19-Anlamada ki en önemli olgulardan birisi de Kurân şu anda bana iniyor, düşüncesi ile okumaktır. Önce kendine/nefsine okumak gerkiyor. Biz, Kur’ân’ın tarihsel değilde evrensel bir kitap olduğuna inanırız.
Ama, okurken sanki tarihsel bir kitap okuyor gibi davranırız. Sanki ayeti celileler bizi ilgilendirmiyor ve günümüzle ilgili değildir. Bu hatadan kurtulup Allah’ın bize seslendiğini, yani şu anda bize nazil oluyormuş gibi düşünerek okumalıyız. Doğrusu da budur zaten.
20- Kur’ân Meâlini ve tefsirini TV, MP3, CD, iletişimli telefonlar vb. araçlarından dinlemek, bizlere büyük bir Kur’ân kültürü yükleyecektir.
21- Haftalık, Kur’ân okumaları, beraber düşünmeyi gerçekleştirecektir. Beyin fırtınası gelişmenin ve terakkinin en önemli unsurudur. Örneğin; bir hafta Yasin Suresini herkes evinde okur, tercüme ve tefsirinden anlamaya çalışır. Hafta sonu bir kişi tarafından surenin özeti yapılıp, içeriği hakkında bilgi sahibi olup, ana mesajları aktarılır. Sonra diğer katılımcıların katkıları ile konuyu olgunlaştırabiliriz.

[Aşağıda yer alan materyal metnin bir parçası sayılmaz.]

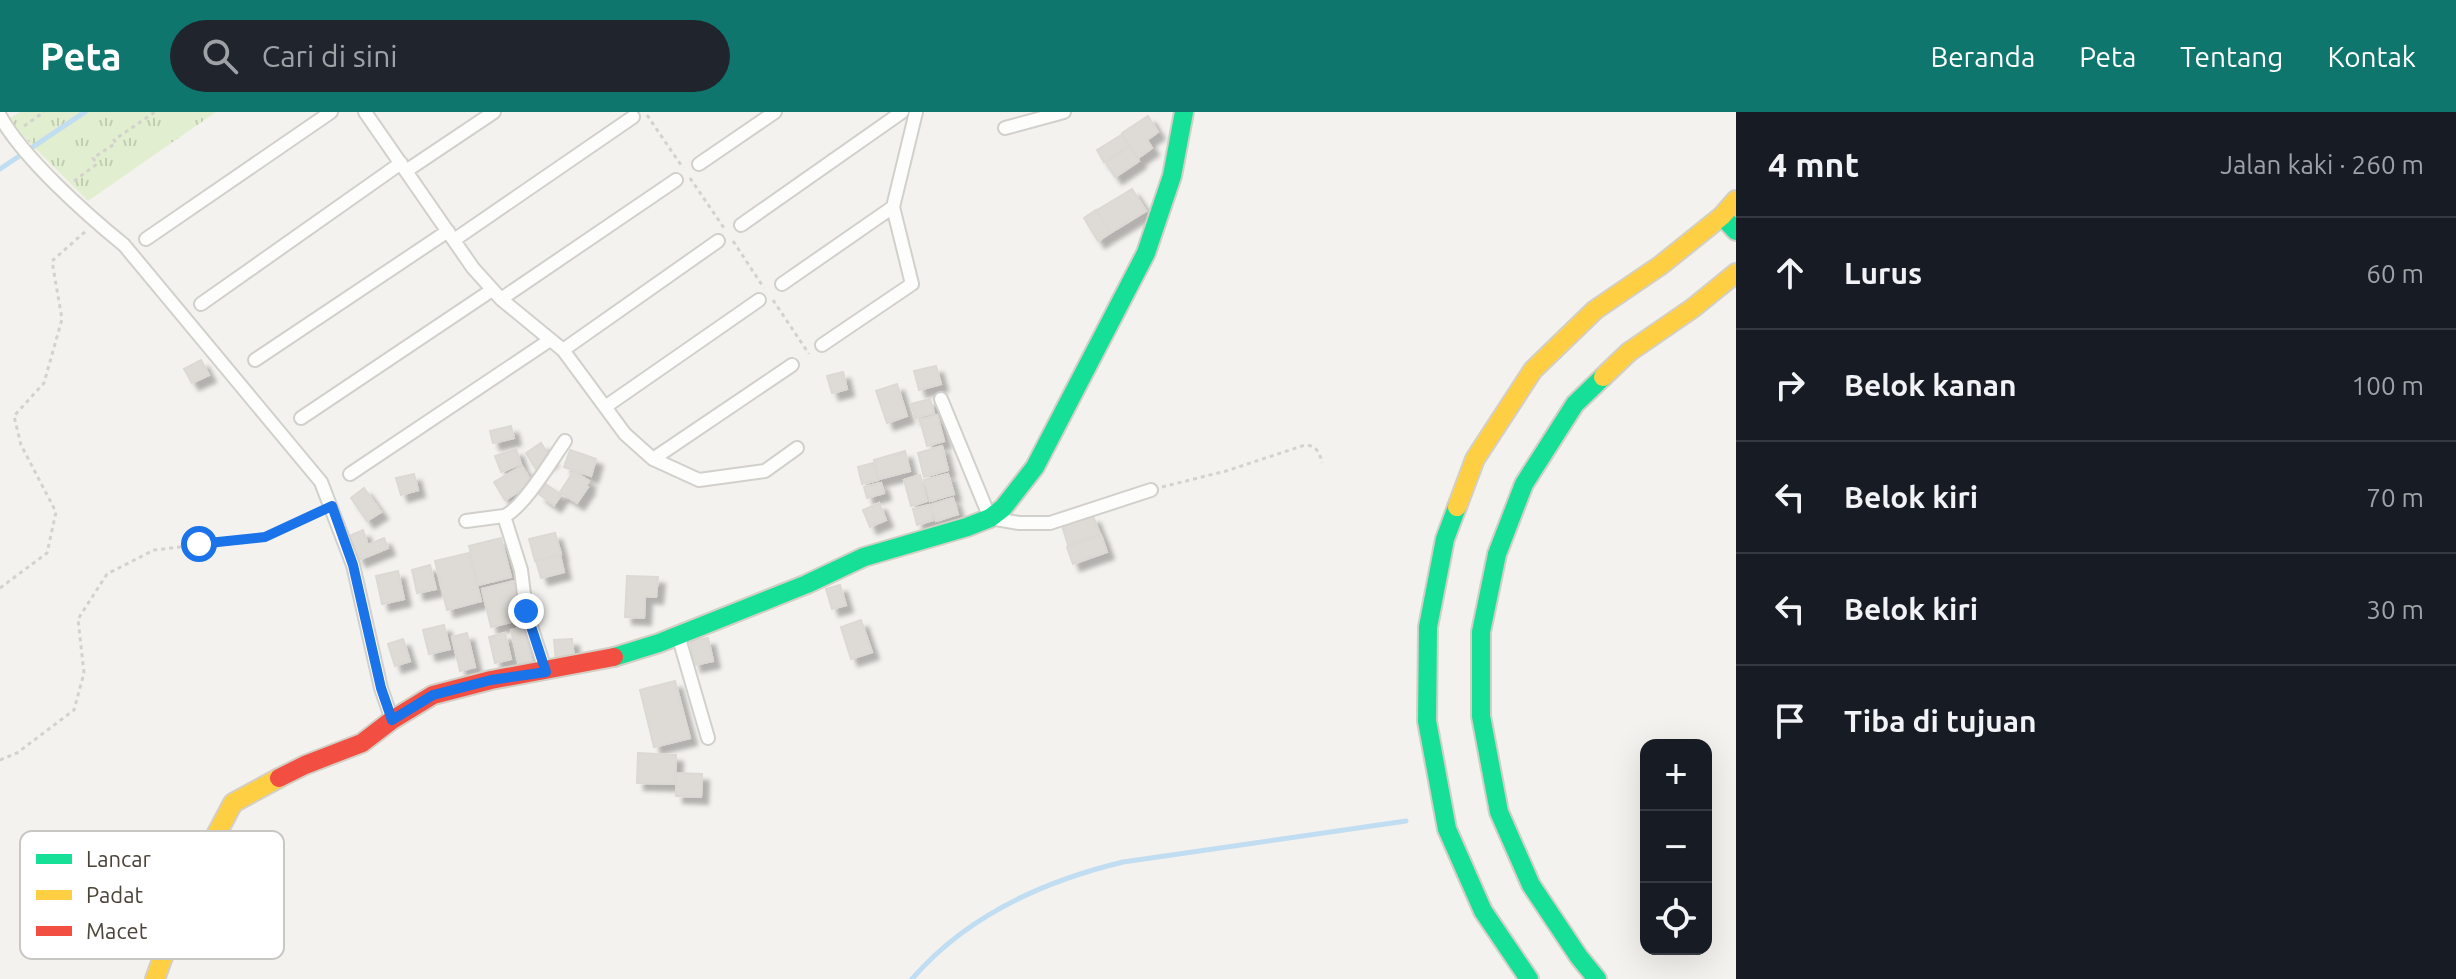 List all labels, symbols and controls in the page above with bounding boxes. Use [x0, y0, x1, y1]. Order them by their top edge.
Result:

22- Kısa Surelerin manasını, Arapçaları ile birlikte öğrenmeye çalışmalıyız, çocuklarımıza da böyle öğretmeliyiz. En azından namaz sureleri dediğimiz kısa sureler üzerin de yoğunlaşmak gerekir. Mesela, Tebbet Suresi(manası yanın da iniş sebebi bilinmelidir. örneğin; Peygamberimiz, zamanın da Ebû Leheb diye birisi varmış gibi).
23- Muteber hadisi şerif kitaplarını okumalıyız. Çünkü Hz. Peygamber, Kur’ân’ın en önemli müfessirleridir. Onun Kur’ân-ı beyan (açıklama) görevi vardır. (Bk. İbrahim. 4).

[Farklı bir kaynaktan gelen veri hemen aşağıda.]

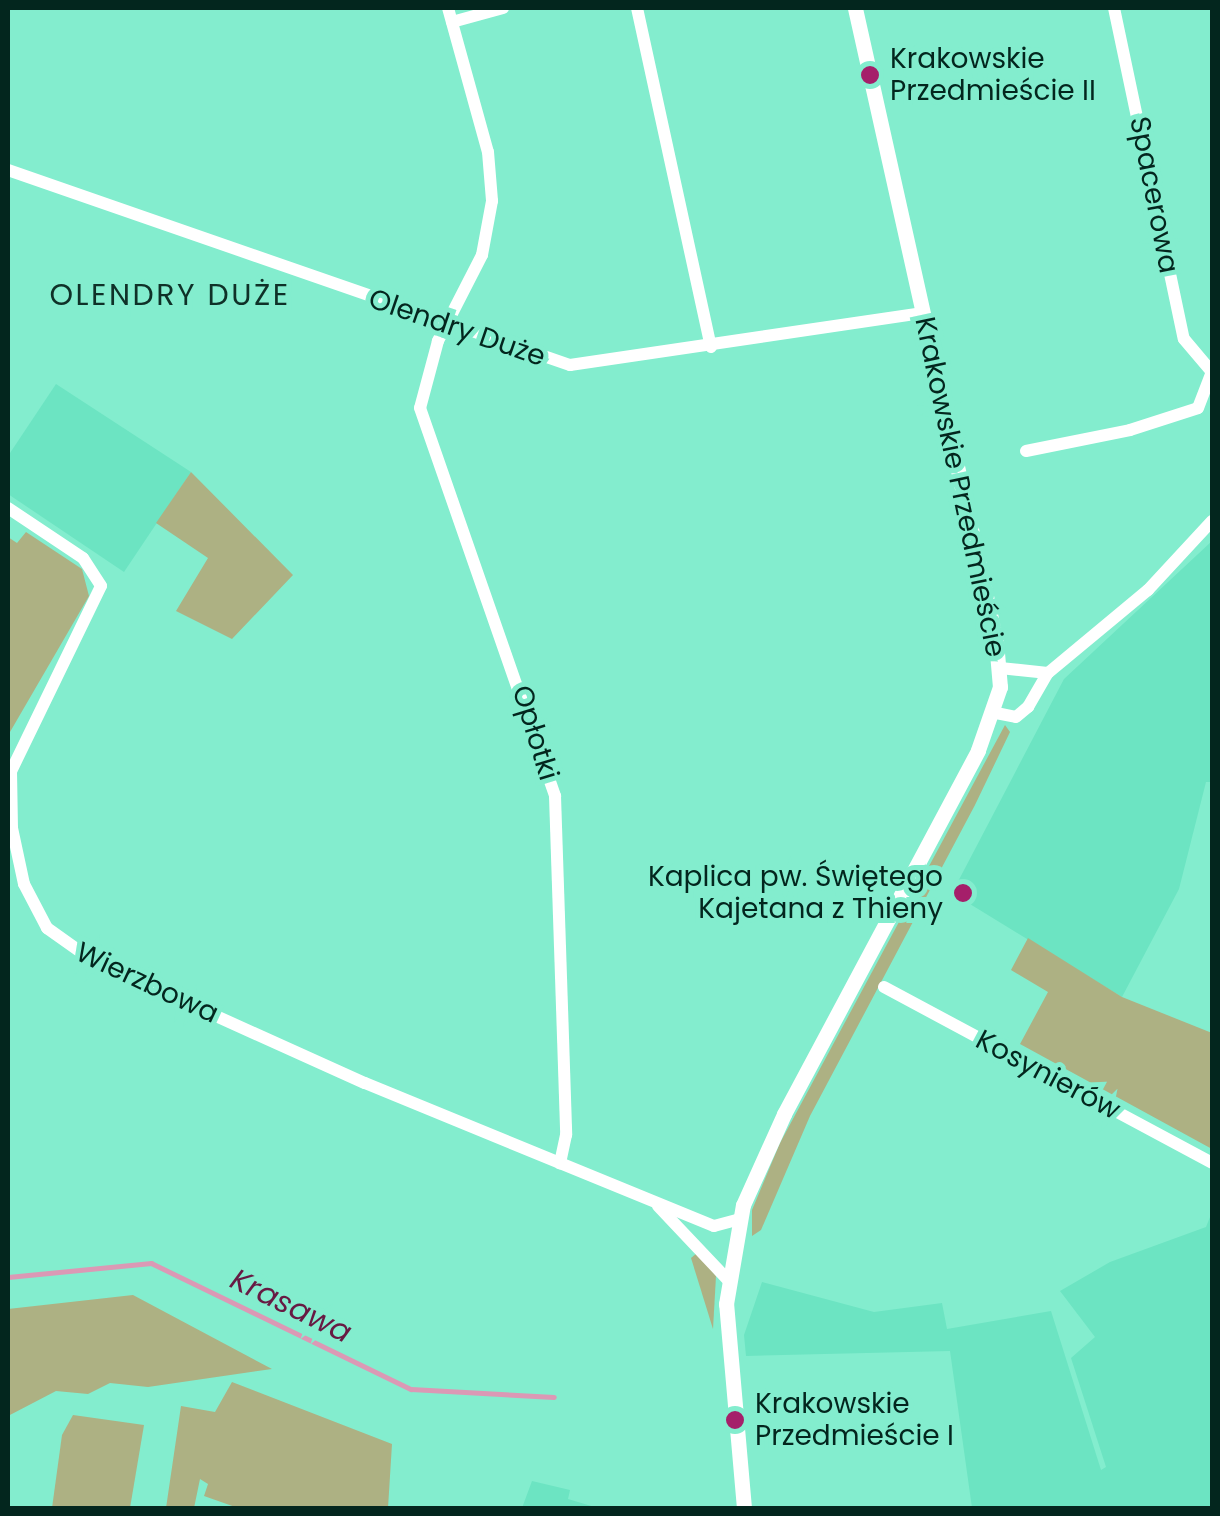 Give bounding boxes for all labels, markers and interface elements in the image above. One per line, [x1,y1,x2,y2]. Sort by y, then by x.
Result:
place label: Krakowskie Przedmieście II [890,42,1096,108]
marker: Krakowskie Przedmieście II [859,64,881,86]
street label: Spacerowa [1122,114,1186,276]
district label: OLENDRY DUŻE [49,277,291,313]
street label: Olendry Duże [364,282,550,374]
street label: Krakowskie Przedmieście [908,314,1012,660]
street label: Opłotki [505,682,565,784]
place label: Kaplica pw. Świętego Kajetana z Thieny [648,860,943,926]
marker: Kaplica pw. Świętego Kajetana z Thieny [952,882,974,904]
street label: Wierzbowa [70,935,224,1031]
street label: Kosynierów [970,1023,1126,1127]
water label: Krasawa [225,1261,357,1351]
place label: Krakowskie Przedmieście I [755,1387,954,1453]
marker: Krakowskie Przedmieście I [724,1409,746,1431]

24-Ahkam âyetlerini okurken acele etmemeliyiz. Bu konu da mutlaka tefsir veya fıkıh kitaplarına müracaat etmeliyiz ve anlaşılmayan yerleri alimlere sormalıyız. Bütünü bilmeyenler için ayetlerden fetva verme riski vardır. Kuranın bütün içeriği değil de sadece okuduğu ayetten fetva verme ve yanlış bir fetva ile karşı karşıya kalma riski yüksektir. Bir konuda bilgisi olmayanların fetva vermesi haramdır. Araştırmak ve bilenlere sormak gerekir. Aslın da bu durum bütün ayetler için geçerlidir, özellikle ahkam ayetlerin de dikkat etmek gerekir.
25-Son olarak, ayetlerin zahir ve batın anlamlarını doğru anlayabilmemiz için, yüce yaratan Allahı’mıza dua etmeliyiz. Yâ Rabbi ! Kur’ân-ı Kerimi anlamada, bana zihin açıklığı ve yardım ve inayet eyle. Bana, doğru yolu gösterdikten sonra ayağımı kaydırma, kendi yolundan ayırma... Âminnn....
Bu konu da, daha çok ve daha güzel bilgiler elde etmek isteyenler, değerli kardeşim, okul ve sınıf arkadaşım, İlahiyatçı Prof. Dr. Rifat Oral, üstadımızın eserlerine başvurabilirler. Çok ciddi ve ilmi çalışmalarla bizlere birer ışık konumundadır. Allah kendinden ve çalışmalarınden razı olsun.